=== Task material ===

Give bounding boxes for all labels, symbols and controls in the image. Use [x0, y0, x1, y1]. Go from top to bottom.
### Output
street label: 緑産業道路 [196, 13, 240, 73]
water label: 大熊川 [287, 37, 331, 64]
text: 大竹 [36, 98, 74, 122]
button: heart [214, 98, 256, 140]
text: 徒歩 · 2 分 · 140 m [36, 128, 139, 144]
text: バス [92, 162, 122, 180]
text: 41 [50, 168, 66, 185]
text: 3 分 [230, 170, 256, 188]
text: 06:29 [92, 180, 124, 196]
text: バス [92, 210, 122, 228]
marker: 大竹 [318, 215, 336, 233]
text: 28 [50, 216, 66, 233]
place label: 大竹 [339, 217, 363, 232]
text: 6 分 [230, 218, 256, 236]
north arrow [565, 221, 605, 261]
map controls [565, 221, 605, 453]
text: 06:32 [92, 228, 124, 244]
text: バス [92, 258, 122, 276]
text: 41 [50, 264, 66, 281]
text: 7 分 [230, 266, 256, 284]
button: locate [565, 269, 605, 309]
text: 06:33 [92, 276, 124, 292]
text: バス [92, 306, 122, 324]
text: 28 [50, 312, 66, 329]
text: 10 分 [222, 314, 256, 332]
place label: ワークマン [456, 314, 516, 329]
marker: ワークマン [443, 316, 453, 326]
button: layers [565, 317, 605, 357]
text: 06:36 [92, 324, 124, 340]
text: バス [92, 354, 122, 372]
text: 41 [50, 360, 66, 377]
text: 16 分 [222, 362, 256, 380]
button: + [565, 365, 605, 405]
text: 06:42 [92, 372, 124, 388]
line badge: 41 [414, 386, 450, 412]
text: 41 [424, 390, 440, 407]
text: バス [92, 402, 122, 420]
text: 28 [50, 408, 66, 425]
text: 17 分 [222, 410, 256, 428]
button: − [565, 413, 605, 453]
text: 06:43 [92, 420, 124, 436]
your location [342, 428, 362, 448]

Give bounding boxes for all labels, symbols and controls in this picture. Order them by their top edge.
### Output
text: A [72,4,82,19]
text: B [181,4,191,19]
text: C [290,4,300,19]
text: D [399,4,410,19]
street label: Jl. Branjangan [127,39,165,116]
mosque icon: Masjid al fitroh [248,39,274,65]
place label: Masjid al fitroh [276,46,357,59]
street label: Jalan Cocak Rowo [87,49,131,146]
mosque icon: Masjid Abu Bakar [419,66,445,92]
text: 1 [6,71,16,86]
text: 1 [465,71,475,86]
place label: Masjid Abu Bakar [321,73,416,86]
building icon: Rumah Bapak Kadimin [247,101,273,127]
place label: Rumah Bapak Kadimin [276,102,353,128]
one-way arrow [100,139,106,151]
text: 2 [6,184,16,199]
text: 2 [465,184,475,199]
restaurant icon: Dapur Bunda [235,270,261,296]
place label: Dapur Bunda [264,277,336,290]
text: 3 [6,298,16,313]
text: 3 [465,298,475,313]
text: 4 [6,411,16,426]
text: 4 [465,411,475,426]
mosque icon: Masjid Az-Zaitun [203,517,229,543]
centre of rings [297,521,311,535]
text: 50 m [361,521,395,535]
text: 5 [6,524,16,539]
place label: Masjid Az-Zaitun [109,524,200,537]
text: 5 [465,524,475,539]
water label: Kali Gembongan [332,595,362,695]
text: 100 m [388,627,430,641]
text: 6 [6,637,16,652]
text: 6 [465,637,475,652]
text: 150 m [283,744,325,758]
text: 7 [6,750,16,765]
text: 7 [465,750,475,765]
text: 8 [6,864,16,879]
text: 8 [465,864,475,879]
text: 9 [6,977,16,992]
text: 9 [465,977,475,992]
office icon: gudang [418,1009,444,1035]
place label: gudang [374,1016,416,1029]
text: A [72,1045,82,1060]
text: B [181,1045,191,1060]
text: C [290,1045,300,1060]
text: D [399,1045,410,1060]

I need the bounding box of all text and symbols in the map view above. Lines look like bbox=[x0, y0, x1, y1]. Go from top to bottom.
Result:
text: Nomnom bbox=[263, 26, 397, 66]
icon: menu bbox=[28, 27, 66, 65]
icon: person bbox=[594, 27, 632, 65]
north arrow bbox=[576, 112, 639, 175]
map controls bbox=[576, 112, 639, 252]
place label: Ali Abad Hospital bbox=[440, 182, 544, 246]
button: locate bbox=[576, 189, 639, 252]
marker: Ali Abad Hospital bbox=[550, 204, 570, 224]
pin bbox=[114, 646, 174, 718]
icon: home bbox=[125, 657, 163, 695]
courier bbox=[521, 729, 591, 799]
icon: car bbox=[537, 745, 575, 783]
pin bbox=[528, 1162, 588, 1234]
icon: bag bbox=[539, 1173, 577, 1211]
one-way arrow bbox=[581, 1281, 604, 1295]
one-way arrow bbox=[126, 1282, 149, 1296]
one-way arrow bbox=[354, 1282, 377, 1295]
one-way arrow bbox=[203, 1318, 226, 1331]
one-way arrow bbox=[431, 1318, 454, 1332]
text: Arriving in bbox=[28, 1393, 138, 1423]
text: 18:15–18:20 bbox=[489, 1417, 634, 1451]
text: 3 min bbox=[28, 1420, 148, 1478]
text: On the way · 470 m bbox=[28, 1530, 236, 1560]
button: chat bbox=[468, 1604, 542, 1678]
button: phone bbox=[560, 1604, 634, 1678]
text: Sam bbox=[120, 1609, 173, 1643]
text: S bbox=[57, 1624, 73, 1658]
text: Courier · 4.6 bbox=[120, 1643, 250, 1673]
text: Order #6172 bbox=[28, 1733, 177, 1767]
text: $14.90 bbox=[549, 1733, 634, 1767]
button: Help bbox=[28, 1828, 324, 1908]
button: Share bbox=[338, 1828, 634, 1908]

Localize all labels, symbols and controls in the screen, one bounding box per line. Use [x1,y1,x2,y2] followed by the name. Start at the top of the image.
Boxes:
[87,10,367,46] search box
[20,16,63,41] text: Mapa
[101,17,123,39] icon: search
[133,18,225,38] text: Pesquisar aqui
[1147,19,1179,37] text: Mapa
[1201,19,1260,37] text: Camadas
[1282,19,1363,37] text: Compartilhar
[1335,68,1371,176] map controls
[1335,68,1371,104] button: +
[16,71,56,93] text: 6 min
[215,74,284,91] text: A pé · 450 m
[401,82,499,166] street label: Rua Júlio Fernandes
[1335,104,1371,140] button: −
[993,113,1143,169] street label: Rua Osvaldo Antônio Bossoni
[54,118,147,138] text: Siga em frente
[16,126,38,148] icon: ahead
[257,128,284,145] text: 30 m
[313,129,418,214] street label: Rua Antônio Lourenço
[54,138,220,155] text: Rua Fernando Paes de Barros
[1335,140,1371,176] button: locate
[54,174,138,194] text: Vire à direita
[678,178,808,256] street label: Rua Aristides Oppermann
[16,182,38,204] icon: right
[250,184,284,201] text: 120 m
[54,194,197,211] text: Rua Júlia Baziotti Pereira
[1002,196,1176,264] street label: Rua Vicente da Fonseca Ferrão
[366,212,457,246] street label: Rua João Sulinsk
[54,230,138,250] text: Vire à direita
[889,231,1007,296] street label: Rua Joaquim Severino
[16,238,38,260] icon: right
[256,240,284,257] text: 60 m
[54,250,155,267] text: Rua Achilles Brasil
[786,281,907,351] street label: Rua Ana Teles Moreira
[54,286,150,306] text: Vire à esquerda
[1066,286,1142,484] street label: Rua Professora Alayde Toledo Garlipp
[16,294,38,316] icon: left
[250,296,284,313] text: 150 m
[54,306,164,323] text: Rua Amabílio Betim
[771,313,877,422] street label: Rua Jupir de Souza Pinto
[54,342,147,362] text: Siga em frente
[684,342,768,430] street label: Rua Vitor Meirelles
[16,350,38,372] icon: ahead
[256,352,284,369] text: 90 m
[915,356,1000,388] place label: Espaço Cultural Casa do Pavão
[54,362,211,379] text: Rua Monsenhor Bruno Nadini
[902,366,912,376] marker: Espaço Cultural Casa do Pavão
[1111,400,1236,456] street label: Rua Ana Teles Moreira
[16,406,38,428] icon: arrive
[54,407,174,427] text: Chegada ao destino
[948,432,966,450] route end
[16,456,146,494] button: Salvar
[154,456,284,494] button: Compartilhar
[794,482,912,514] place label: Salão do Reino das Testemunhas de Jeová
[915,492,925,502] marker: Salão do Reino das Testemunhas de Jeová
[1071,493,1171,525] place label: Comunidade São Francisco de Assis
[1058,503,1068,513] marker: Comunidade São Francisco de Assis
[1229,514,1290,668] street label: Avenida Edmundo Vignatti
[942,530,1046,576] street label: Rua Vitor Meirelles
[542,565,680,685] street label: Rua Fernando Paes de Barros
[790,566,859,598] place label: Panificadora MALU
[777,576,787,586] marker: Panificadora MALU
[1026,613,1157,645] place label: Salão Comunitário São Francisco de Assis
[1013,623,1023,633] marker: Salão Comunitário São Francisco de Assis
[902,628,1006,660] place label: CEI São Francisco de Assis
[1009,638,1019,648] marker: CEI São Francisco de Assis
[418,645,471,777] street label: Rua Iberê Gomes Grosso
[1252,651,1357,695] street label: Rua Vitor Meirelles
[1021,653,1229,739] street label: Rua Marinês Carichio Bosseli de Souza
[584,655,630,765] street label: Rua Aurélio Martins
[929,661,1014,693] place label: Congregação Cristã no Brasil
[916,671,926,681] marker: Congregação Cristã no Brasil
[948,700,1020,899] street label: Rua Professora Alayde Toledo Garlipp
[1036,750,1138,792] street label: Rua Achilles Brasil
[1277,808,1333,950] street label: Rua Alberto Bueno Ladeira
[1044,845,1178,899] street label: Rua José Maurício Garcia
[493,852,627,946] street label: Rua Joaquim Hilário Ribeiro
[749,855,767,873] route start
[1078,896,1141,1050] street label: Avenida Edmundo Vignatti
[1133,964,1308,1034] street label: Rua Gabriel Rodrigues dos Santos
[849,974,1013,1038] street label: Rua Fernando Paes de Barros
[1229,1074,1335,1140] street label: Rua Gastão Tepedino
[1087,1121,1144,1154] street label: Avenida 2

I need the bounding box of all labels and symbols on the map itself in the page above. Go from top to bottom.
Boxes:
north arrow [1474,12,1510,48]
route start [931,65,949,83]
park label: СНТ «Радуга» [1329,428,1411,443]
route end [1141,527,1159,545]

===

--- Task ---
Which lines of the data include the string "Casa"? Find them and copy each one.

--- Task response ---
[915,356,1000,388] place label: Espaço Cultural Casa do Pavão
[902,366,912,376] marker: Espaço Cultural Casa do Pavão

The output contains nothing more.